René Roux, rettore della Facoltà di Teologia di Lugano
Ticino e Grigionitaliano

Il rettore della Facoltà di teologia René Roux sui 10 anni di Papa Francesco: «Il suo messaggio? La centralità di Cristo»

Papa Francesco veniva eletto il 13 marzo 2013. Un decennio intenso, fatto di grandi viaggi, di riforme, di discorsi pubblici e di gesti commoventi.  Ma cosa sono stati davvero questi dieci anni, qual è la cifra di questo papato? Il Federalista.ch lo ha chiesto a René Roux, rettore della Facoltà di Teologia di Lugano. 

A dieci anni dal suo inizio, quali sembrano essere i tratti essenziali di questo pontificato, il suo disegno per la Chiesa e per il mondo?

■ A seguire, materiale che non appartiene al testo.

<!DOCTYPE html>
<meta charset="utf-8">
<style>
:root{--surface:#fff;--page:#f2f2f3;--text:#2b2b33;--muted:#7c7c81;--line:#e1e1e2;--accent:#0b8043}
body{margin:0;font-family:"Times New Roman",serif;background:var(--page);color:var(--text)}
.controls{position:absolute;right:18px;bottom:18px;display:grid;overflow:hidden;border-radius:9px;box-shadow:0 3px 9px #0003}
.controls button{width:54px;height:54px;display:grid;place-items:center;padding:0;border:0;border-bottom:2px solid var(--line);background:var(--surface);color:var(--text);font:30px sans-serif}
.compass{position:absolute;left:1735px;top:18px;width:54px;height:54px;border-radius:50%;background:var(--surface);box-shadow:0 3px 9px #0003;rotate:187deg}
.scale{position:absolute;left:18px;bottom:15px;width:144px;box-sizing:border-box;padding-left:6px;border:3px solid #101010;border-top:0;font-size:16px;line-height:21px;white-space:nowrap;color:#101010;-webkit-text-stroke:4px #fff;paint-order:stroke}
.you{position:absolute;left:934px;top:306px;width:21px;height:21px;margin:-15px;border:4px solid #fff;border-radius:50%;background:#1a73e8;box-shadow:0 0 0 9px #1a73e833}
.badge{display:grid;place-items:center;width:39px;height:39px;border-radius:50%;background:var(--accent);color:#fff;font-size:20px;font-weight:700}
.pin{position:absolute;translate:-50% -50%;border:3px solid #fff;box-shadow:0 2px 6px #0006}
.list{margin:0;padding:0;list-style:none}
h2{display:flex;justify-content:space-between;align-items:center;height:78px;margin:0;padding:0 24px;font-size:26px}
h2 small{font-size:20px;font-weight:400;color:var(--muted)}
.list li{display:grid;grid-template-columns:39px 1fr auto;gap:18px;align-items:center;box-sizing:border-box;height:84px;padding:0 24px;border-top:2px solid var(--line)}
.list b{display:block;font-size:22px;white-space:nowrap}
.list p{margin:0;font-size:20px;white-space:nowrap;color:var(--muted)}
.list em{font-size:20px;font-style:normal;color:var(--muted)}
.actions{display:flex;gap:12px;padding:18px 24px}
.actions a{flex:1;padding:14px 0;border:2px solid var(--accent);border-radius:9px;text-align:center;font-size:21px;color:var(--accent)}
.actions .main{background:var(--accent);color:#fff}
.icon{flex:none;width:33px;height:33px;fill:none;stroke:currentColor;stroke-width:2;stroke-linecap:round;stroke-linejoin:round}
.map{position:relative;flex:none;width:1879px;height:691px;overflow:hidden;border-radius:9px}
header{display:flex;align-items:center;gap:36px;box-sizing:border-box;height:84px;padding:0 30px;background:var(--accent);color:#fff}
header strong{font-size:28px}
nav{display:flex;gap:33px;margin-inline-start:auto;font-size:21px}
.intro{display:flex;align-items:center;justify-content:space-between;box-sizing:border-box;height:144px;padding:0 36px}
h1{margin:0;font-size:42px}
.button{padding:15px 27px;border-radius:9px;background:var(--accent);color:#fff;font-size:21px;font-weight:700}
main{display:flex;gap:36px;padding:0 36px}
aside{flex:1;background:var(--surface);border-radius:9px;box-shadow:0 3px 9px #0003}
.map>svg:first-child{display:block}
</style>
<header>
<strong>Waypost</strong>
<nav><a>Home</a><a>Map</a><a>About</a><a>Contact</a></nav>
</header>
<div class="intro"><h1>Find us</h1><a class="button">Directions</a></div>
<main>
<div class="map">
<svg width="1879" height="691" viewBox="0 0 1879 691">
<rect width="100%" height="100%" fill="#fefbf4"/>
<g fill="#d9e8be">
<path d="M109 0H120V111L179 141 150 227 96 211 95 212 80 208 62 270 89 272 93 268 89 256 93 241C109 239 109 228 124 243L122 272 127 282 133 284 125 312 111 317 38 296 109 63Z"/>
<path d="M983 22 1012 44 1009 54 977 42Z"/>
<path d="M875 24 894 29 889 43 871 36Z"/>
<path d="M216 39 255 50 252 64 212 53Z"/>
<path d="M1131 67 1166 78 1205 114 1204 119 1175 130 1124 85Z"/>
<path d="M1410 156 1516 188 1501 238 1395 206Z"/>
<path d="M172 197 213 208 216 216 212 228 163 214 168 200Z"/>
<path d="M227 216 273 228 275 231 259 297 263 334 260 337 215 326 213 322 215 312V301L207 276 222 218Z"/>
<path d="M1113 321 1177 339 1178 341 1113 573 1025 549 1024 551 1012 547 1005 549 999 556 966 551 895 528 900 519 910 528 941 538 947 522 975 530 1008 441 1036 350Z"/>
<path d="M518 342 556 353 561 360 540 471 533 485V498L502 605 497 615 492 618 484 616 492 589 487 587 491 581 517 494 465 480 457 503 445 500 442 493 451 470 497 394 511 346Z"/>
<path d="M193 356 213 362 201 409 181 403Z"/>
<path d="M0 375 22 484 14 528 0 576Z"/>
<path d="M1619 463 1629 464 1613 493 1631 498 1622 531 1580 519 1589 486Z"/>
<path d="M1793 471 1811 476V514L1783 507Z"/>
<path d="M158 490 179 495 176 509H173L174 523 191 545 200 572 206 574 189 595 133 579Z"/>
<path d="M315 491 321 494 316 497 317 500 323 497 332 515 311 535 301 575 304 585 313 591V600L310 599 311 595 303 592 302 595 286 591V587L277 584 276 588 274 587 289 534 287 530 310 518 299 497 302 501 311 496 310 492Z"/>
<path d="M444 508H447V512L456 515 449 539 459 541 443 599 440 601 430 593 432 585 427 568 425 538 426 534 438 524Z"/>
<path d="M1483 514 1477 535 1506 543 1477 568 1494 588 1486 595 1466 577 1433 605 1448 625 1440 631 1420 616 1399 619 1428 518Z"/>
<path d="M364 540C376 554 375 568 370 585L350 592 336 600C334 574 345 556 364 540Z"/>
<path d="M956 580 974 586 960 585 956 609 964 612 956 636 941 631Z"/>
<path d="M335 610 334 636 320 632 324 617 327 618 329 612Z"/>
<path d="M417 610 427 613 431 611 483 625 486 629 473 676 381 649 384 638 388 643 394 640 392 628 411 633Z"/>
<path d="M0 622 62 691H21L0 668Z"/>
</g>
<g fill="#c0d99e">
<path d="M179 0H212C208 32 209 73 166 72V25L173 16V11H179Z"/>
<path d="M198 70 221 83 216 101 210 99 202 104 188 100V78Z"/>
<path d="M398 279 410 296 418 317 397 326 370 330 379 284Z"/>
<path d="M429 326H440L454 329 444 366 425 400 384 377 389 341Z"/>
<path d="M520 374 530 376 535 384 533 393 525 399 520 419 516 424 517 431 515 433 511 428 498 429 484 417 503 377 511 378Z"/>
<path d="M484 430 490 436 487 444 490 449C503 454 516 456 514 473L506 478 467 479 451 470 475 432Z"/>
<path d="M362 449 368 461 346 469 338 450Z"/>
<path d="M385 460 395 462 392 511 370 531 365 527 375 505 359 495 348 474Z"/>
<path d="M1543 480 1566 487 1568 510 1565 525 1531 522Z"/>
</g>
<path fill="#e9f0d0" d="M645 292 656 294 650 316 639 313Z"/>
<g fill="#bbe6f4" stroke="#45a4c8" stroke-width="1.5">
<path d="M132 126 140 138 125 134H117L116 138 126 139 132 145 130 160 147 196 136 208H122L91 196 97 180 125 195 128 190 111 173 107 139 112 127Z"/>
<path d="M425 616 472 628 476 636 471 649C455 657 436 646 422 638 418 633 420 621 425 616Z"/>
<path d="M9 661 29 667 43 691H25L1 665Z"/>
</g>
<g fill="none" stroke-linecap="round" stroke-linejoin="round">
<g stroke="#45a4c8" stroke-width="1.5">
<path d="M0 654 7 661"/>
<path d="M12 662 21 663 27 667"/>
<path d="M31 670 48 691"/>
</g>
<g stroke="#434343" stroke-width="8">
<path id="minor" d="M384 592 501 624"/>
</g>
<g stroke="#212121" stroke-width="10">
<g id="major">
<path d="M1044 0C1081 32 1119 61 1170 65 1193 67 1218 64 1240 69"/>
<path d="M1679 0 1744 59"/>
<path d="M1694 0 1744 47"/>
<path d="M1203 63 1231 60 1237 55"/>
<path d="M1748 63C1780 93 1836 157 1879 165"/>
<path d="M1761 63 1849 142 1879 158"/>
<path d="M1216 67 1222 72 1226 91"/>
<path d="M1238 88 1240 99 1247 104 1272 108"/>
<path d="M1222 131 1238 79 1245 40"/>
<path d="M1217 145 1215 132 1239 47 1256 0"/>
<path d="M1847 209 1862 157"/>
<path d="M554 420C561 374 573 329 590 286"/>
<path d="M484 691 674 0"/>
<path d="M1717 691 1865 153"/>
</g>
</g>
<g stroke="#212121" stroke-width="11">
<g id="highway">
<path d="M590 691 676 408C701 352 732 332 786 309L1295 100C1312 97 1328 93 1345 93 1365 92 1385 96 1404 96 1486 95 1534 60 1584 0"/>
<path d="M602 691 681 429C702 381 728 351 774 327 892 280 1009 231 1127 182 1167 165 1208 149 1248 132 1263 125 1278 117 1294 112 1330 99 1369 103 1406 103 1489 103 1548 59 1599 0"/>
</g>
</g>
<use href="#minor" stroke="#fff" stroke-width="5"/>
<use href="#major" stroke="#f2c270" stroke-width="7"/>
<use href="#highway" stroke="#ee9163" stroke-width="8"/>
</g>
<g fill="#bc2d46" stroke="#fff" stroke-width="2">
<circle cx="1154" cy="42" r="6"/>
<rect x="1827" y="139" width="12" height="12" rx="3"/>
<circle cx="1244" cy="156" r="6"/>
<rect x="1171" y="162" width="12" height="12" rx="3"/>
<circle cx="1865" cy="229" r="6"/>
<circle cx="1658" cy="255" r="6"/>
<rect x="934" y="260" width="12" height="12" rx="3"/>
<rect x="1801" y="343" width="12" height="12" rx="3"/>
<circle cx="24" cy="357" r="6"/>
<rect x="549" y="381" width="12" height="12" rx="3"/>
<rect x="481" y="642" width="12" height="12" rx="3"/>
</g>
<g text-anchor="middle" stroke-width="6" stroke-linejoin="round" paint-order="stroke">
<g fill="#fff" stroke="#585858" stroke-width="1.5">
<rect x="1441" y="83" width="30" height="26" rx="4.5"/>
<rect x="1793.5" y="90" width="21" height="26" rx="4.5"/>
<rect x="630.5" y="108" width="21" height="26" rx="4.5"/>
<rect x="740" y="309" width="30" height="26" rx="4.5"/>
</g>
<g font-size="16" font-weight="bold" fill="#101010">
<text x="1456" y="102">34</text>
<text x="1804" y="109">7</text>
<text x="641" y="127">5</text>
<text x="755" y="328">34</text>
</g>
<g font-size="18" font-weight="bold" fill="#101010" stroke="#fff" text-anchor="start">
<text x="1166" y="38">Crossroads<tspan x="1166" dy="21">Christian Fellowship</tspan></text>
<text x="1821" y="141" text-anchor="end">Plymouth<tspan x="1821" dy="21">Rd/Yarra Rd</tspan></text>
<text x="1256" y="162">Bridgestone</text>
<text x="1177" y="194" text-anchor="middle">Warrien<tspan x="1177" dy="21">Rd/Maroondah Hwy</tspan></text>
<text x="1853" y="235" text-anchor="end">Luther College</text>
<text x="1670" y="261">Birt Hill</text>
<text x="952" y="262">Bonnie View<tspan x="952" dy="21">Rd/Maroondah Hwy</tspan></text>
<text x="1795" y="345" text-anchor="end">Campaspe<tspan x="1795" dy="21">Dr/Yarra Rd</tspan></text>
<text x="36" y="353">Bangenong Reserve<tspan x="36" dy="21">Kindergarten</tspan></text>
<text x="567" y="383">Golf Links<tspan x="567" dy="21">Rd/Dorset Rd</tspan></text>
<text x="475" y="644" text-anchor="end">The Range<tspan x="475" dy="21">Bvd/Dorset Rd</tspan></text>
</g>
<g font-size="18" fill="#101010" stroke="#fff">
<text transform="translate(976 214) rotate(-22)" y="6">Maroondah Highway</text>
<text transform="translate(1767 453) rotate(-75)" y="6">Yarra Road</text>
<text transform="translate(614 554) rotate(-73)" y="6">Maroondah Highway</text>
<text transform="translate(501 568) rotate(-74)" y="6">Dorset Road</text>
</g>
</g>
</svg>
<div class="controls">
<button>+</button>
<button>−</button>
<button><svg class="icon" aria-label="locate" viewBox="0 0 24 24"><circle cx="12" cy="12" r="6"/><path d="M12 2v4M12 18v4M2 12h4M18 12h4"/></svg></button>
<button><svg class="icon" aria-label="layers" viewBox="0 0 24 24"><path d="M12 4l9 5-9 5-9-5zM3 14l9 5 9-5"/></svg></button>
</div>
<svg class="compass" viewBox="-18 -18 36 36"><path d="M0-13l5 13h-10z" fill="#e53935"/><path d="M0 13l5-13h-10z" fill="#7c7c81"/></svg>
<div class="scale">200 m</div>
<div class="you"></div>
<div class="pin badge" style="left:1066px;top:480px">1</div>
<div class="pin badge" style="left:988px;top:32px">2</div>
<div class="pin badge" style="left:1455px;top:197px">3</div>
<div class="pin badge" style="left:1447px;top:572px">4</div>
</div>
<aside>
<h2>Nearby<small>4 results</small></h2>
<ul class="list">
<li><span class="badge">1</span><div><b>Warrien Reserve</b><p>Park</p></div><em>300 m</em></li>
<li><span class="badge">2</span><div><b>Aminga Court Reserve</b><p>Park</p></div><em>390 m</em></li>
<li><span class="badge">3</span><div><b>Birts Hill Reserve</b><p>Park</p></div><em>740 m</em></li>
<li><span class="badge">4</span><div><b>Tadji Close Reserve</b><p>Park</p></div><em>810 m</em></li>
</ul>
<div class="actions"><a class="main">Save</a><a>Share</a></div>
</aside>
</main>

Direi che la dimensione centrale del Pontificato di Francesco è il desiderio di evangelizzare, di portare a tutti l’annuncio di Gesù Cristo. Per questo insiste per una Chiesa in uscita, che vada nelle periferie (per raggiungere le quali, sia detto en passant, occorre attraversare tutto ciò che c’è in mezzo). Un annuncio che si caratterizza per la gioia, una gioia piena, come compimento delle nostre aspirazioni più profonde. Questo mi sembra essere l’aspetto centrale. Dalla centralità dell’annuncio derivano poi un’attenzione particolare ai più fragili, agli ultimi perché ogni essere umano ha un valore infinito secondo lo sguardo cristiano.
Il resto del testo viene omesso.